Non-interest Bearing Note Payable

 

In October 2009, Manhattan entered into a Settlement Agreement and Mutual Release with Swiss Pharma Contract LTD (“Swiss Pharma”) pursuant to which Manhattan agreed to pay Swiss Pharma $200,000 and issue to Swiss Pharma an interest free promissory note due on October 27, 2011 in the principal amount of $250,000 in full satisfaction of a September 5, 2008 arbitration award. In November 2011, Manhattan renegotiated the $250,000 promissory note due October 27, 2011 in which the amount of the promissory note was reduced to $200,000 and the maturity date was extended to February 15, 2012. This amount was paid on February 14, 2012 in full settlement of this note.

 

Convertible 5% Notes Payable

 

On March 8, 2010, Manhattan entered into an Agreement and Plan of Merger (the "Merger Agreement") by and among the Company, Ariston Pharmaceuticals, Inc., a Delaware corporation ("Ariston") and Ariston Merger Corp., a Delaware corporation and wholly-owned subsidiary of the Company (the "Merger Sub").  Pursuant to the terms and conditions set forth in the Merger Agreement, on March 8, 2010, the Merger Sub merged with and into Ariston (the "Merger"), with Ariston being the surviving corporation of the Merger.  As a result of the Merger, Ariston became a wholly-owned subsidiary of Manhattan. 

 

The 5% Notes and accrued and unpaid interest thereon are convertible at the option of the holder into the Manhattan’s common stock at the conversion price of $20 per share.  Ariston agreed to make quarterly payments on the 5% Notes equal to 50% of the net product cash flow received from the exploitation or commercialization of Ariston’s product candidates, AST-726 and AST-915.  The 5% Notes are solely the obligation of Ariston and have no recourse to Manhattan other than the conversion feature discussed above.
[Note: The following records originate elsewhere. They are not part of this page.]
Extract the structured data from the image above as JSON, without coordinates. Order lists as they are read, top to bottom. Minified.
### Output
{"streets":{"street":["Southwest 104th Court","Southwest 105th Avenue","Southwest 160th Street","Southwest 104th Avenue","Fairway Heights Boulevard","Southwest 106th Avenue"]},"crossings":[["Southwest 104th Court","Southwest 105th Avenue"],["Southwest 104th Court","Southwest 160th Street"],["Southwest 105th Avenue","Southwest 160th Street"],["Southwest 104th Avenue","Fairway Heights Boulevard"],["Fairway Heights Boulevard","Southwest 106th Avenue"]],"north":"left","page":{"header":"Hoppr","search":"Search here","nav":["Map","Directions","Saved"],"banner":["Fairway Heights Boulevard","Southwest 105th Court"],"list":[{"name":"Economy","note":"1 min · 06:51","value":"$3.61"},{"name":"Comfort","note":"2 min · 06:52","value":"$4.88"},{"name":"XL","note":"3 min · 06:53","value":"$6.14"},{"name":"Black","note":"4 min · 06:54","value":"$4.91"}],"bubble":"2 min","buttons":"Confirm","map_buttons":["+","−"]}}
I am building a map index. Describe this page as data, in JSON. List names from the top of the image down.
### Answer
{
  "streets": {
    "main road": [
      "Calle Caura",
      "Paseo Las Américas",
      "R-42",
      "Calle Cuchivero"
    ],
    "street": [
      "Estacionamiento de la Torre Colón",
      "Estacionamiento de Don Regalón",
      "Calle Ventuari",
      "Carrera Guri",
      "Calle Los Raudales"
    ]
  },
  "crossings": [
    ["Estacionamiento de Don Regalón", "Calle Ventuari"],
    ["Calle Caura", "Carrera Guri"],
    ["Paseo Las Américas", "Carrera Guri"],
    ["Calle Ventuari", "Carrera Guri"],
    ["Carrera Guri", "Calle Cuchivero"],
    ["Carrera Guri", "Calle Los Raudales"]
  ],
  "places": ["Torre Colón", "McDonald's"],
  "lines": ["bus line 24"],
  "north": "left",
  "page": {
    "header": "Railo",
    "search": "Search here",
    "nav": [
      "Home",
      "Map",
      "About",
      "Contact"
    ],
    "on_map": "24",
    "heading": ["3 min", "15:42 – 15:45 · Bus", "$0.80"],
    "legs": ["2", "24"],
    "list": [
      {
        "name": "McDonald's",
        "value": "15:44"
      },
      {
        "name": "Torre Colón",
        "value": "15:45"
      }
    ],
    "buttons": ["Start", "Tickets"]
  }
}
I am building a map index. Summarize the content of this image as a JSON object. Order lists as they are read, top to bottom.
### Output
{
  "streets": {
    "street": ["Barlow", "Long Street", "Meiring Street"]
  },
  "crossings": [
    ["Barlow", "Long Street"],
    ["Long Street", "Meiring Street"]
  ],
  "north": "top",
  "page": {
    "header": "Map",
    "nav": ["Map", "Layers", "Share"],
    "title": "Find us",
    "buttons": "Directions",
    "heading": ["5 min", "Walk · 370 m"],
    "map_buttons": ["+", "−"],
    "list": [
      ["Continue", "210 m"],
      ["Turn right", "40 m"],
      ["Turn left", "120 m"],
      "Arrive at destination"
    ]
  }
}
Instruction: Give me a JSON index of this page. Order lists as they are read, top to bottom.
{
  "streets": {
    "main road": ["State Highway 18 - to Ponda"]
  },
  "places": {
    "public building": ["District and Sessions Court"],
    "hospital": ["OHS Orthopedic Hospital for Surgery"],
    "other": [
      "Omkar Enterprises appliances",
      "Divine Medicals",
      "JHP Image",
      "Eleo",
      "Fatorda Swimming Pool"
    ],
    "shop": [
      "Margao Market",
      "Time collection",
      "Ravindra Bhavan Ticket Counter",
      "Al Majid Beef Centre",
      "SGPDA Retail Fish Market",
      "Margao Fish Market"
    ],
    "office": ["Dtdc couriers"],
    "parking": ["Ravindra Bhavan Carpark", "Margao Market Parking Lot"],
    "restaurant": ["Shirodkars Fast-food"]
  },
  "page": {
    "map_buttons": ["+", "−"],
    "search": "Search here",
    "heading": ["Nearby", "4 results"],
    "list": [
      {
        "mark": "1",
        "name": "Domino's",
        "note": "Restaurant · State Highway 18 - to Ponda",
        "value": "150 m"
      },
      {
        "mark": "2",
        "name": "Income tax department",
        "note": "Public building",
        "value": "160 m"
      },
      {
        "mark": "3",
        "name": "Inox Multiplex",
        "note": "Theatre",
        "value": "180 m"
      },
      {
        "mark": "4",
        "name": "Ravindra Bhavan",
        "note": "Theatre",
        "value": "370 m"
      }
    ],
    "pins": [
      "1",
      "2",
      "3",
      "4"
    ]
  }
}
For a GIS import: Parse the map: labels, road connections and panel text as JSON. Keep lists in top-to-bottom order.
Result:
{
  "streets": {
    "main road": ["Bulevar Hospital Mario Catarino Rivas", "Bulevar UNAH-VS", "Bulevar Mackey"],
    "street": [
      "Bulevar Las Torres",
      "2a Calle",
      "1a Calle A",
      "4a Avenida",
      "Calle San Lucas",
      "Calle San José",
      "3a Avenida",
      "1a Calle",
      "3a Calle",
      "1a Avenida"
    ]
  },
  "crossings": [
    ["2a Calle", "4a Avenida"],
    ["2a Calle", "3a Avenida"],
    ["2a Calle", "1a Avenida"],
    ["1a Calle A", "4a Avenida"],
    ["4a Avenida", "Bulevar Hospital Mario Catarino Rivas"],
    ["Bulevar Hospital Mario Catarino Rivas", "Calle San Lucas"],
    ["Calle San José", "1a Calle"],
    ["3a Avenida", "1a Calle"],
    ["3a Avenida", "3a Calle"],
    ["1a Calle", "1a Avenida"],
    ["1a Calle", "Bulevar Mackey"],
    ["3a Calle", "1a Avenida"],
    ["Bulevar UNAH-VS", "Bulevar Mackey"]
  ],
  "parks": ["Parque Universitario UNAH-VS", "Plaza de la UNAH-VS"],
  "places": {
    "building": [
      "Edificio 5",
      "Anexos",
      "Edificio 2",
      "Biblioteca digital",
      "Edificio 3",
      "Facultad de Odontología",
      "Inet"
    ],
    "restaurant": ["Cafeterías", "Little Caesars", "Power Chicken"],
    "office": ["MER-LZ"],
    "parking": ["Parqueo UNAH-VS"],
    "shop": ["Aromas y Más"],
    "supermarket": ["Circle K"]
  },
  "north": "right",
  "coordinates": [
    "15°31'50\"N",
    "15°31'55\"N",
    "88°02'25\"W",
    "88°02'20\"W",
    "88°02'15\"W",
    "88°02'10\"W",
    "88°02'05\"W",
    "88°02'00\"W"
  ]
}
Interest accrues monthly, is added to principal on an annual basis, every March 8, and is payable at maturity.

 

In connection with the Exchange Transaction between the Company and TG Therapeutics, Inc., the Company performed a valuation of the assets and liabilities of Manhattan immediately prior to the transaction. As these notes payable are tied directly to net product cash flows derived from the preexisting products of the Company, this note was recorded at fair value as of the date of the Exchange Transaction. The Company recorded approximately $7,000 of interest expense on the 5% Notes, during the year ended December 31, 2011.

 

ICON Convertible Note Payable

 

In connection with the merger with Ariston as discussed above, Ariston satisfied an account payable of $1,275,188 to ICON Clinical Research Limited (“ICON”) through the payment of $275,188 in cash and the issuance of a three-year 5% note payable (the “ICON Note”).  The principal was to be repaid in 36 monthly installments of $27,778 commencing in April 2010.  Interest was payable monthly in arrears.   On March 1, 2011 Ariston entered into an amended and restated convertible promissory note (the “Amended ICON Note”) with ICON. The principal terms of the Amended ICON Note are that monthly payments of principal and interest will be waived for the thirteen month period ended December 31, 2011 (the “Waiver Period”) in exchange for a single payment of $100,000 on March 31, 2011, an increase in the interest on the Amended ICON Note from 5% to 8% per annum during the Waiver Period and a balloon payment on January 31, 2012. The Amended ICON Note is convertible at the option of the holder into the Company’s common stock at the conversion price of $10 per share. During the year ended December 31, 2011 (the period subsequent to the TG Therapeutics exchange transaction), the Company has immatierial interest expense on the Amended ICON Note. At December 31, 2011 the principal amount of the Amended ICON Note was $677,778, of which the entire balance has been classified as current, and interest payable on the Amended ICON Note was $61,941, and is reflected as components of notes payable, current portion, net, and interest payable, current portion, net respectively, in the accompanying balance sheet as of December 31, 2011. This note is currently in default as the Company did not make the balloon payment due on January 31, 2012.